#### MATERIAL FOR THIS TASK
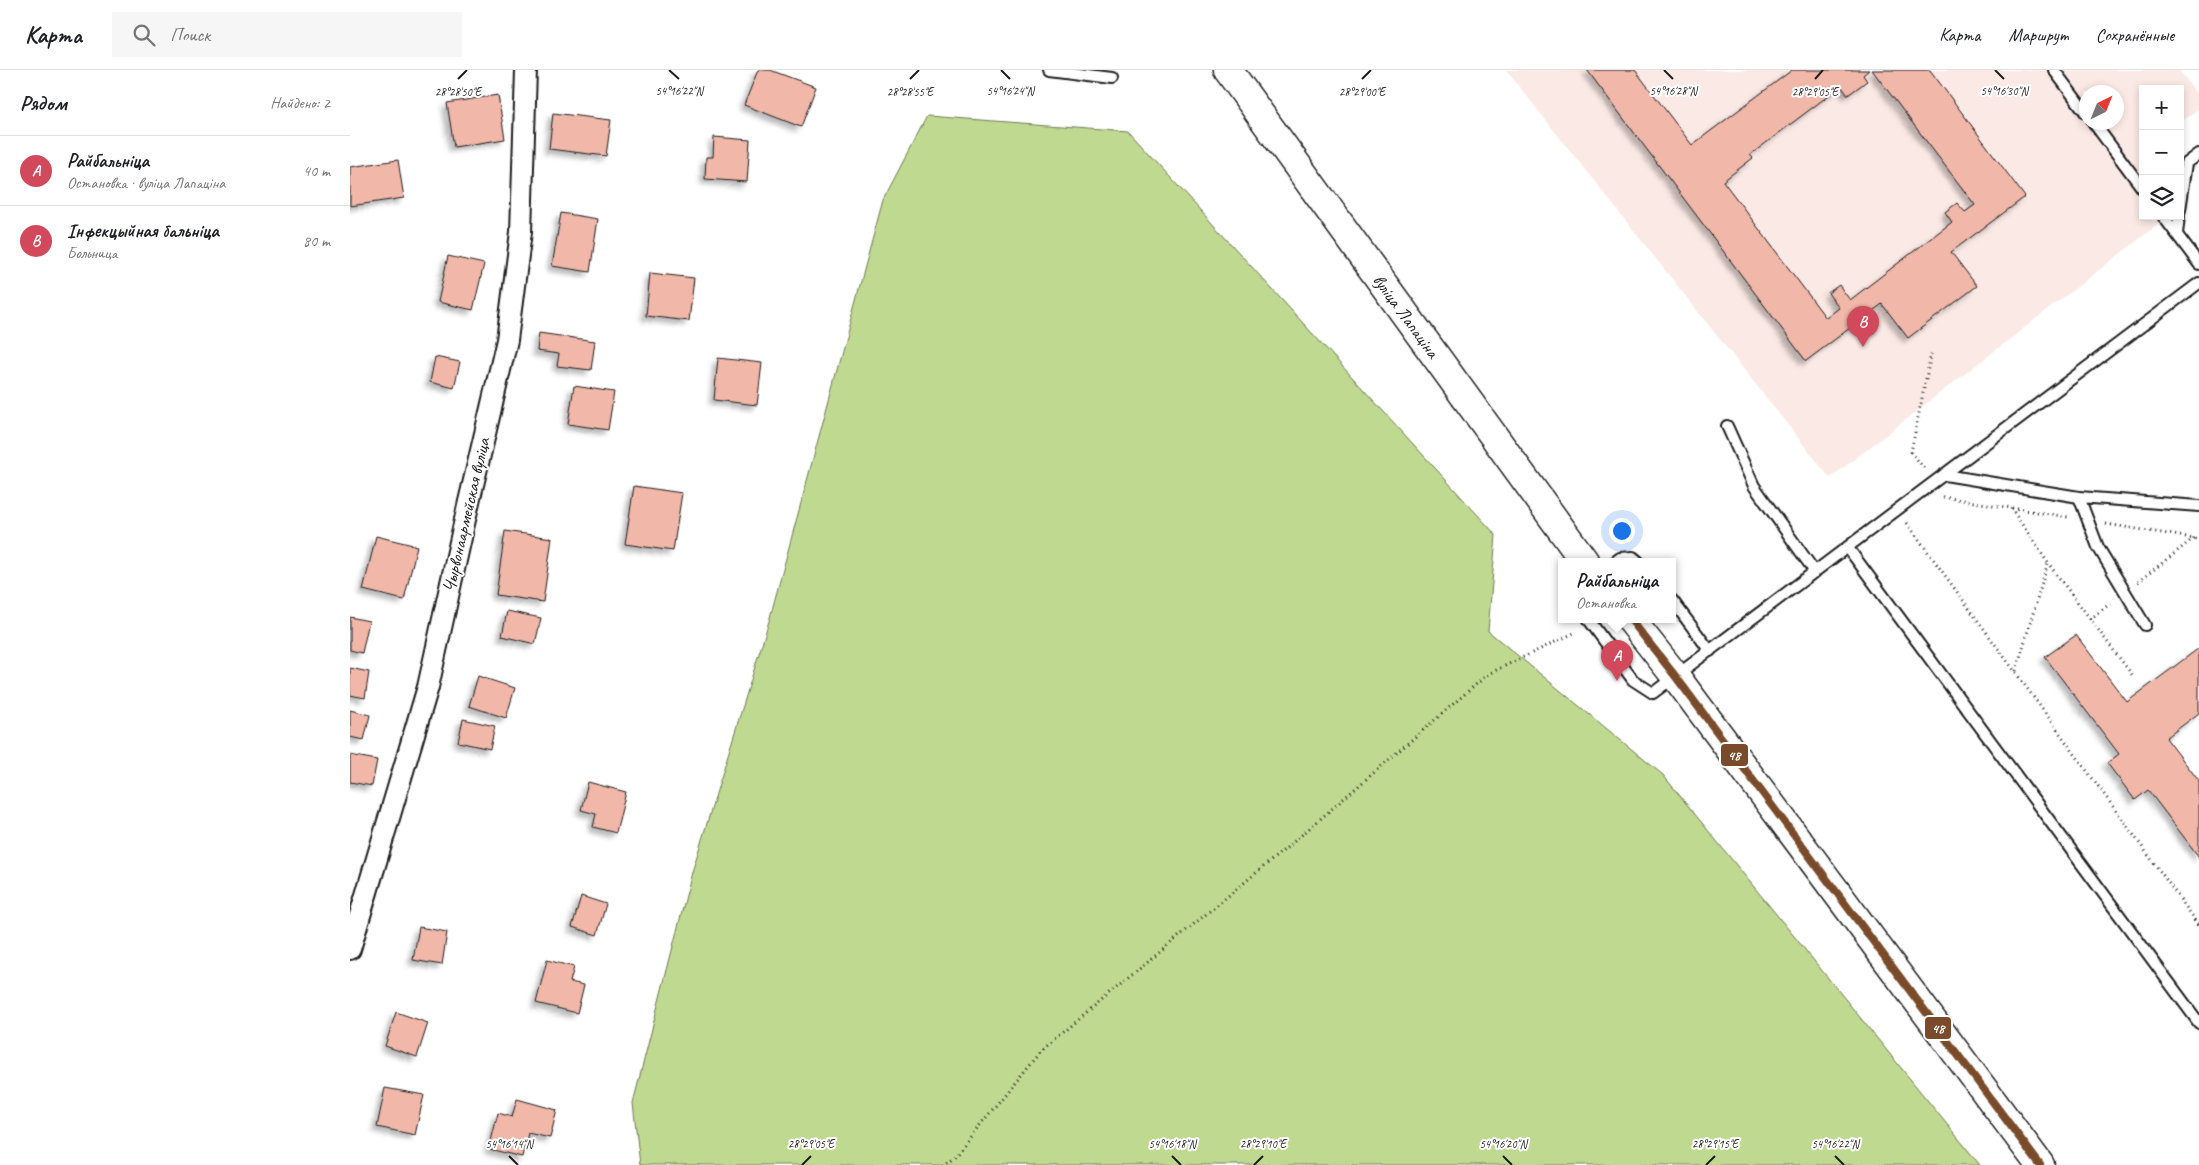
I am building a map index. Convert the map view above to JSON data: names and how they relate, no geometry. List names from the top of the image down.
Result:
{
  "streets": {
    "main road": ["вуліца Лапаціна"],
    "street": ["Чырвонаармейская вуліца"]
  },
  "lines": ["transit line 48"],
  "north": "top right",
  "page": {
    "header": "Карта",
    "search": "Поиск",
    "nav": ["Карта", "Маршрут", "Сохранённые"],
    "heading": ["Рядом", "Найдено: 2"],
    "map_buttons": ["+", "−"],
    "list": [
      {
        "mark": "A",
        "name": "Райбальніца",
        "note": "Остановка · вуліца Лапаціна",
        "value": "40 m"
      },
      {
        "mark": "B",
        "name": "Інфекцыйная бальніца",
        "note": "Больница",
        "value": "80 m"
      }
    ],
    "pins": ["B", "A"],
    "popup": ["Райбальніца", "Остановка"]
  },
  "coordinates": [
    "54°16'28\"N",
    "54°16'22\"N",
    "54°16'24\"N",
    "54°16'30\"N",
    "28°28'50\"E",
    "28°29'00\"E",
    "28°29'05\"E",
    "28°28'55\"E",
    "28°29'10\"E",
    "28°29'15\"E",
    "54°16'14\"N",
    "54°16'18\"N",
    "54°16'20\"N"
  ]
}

* * *

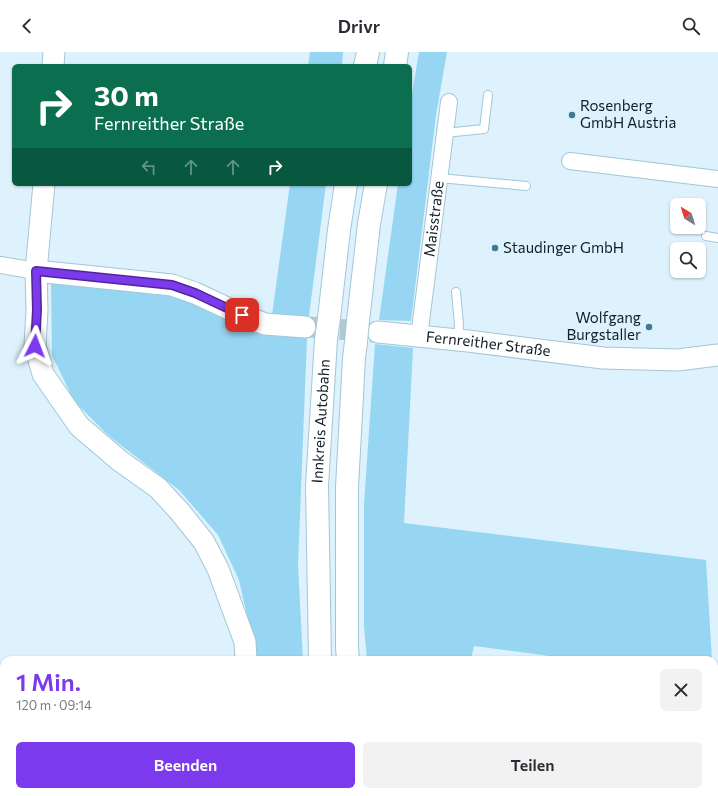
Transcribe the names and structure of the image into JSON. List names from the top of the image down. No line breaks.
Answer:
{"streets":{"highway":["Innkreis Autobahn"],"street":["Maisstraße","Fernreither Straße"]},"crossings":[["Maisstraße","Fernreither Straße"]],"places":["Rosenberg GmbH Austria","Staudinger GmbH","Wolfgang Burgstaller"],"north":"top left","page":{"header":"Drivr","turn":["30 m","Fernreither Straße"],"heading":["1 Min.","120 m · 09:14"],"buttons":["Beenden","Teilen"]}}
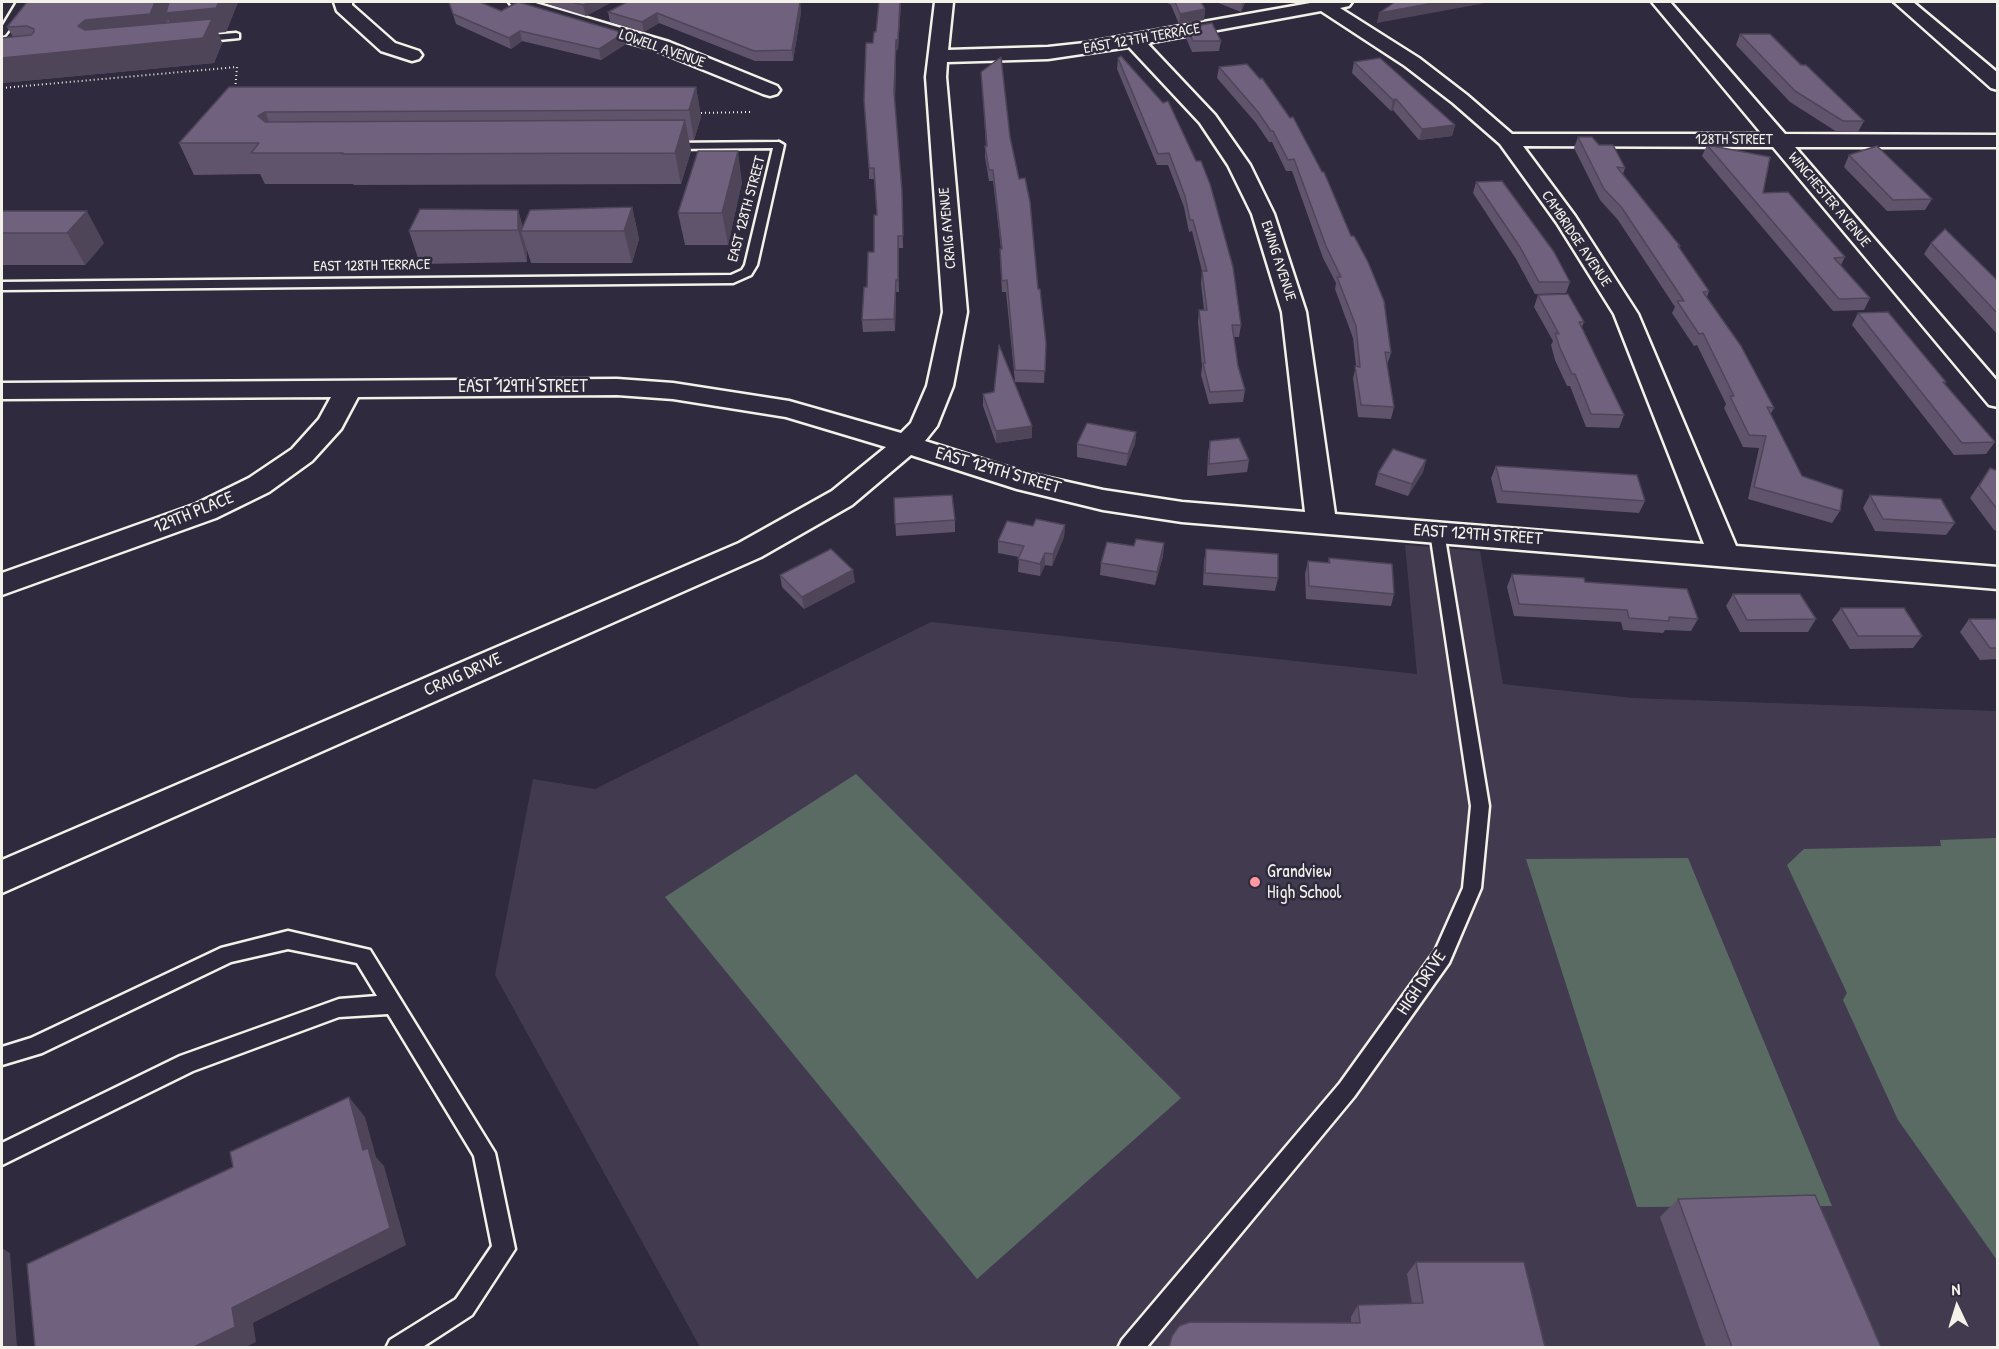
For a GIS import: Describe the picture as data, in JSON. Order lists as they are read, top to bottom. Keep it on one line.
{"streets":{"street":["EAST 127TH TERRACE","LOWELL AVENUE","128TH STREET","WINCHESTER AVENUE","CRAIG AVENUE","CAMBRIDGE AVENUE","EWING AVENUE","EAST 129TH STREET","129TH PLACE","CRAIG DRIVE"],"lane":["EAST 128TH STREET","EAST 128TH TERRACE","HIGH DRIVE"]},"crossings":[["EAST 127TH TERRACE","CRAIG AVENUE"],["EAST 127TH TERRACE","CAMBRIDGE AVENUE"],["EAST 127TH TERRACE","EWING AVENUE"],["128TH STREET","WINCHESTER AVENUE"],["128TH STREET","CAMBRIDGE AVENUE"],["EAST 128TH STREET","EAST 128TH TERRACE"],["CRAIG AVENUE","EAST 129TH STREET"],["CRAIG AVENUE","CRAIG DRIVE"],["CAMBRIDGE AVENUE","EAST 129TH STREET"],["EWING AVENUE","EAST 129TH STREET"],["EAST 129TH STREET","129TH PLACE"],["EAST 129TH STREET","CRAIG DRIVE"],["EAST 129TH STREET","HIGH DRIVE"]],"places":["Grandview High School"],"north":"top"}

---

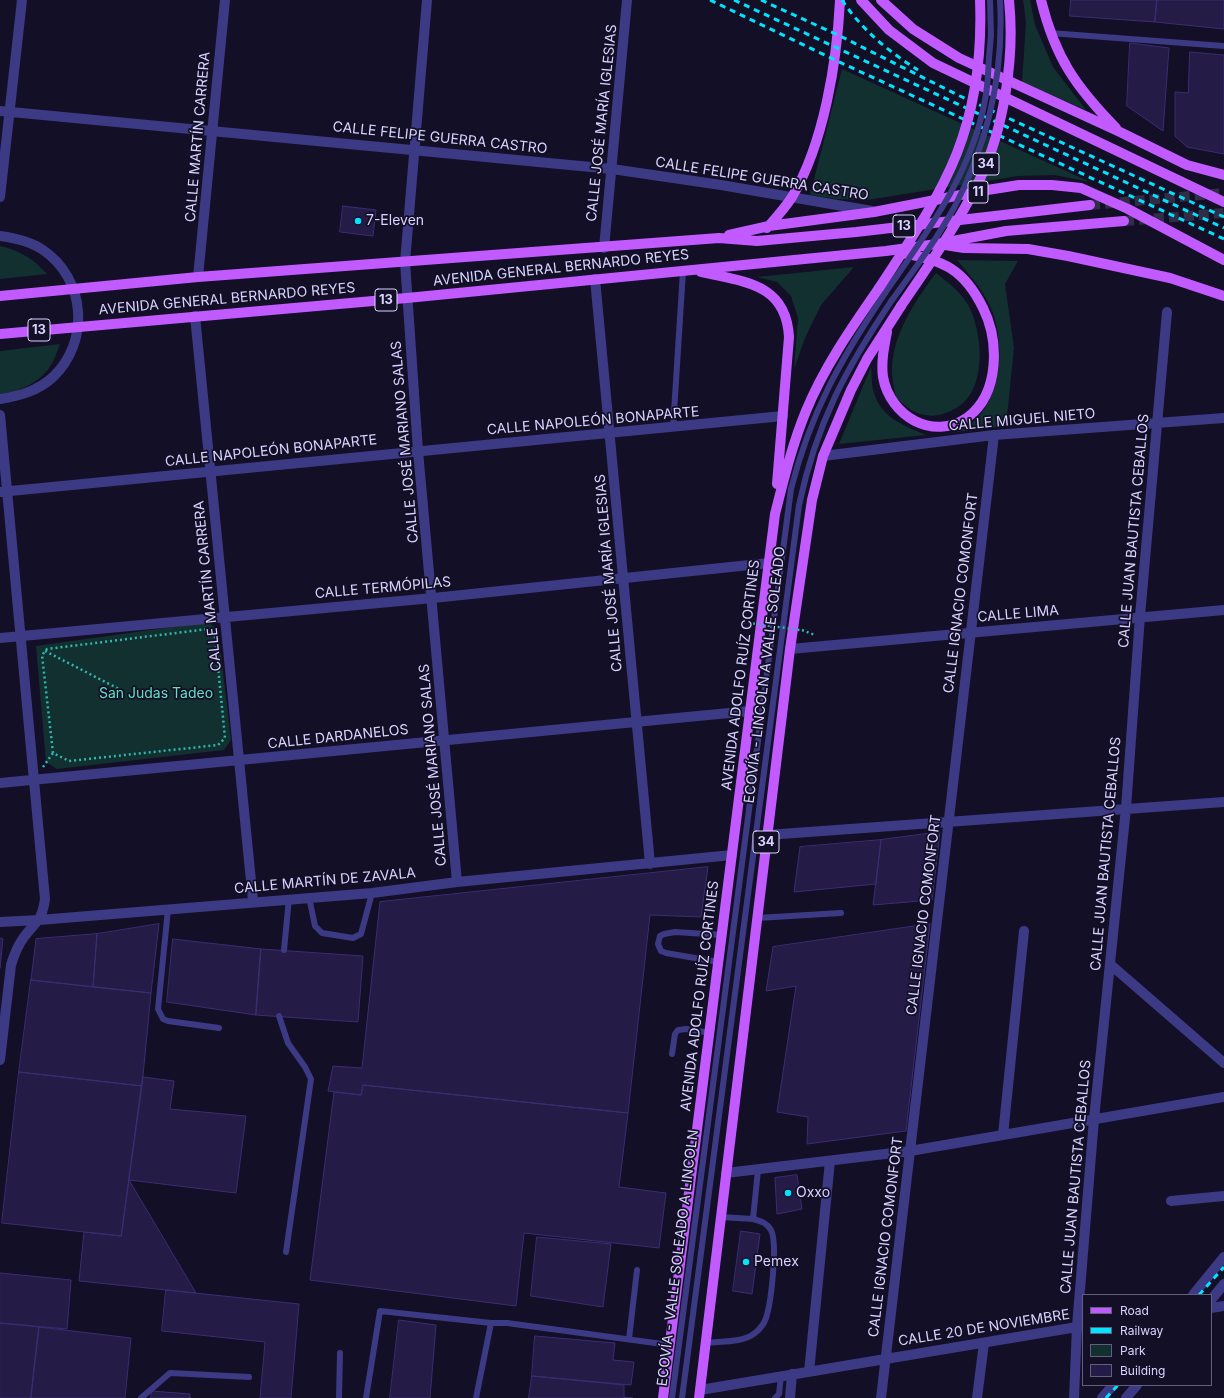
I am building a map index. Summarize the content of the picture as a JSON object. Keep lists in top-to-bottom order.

#### WHAT THE TASK REQUIRES
Find the word "names" in the data and show each line that holds it.

#### TASK SOLUTION
I am building a map index. Convert the map view above to JSON data: names and how they relate, no geometry. List names from the top of the image down.
Transcribe the names and structure of the image into JSON. List names from the top of the image down. No line breaks.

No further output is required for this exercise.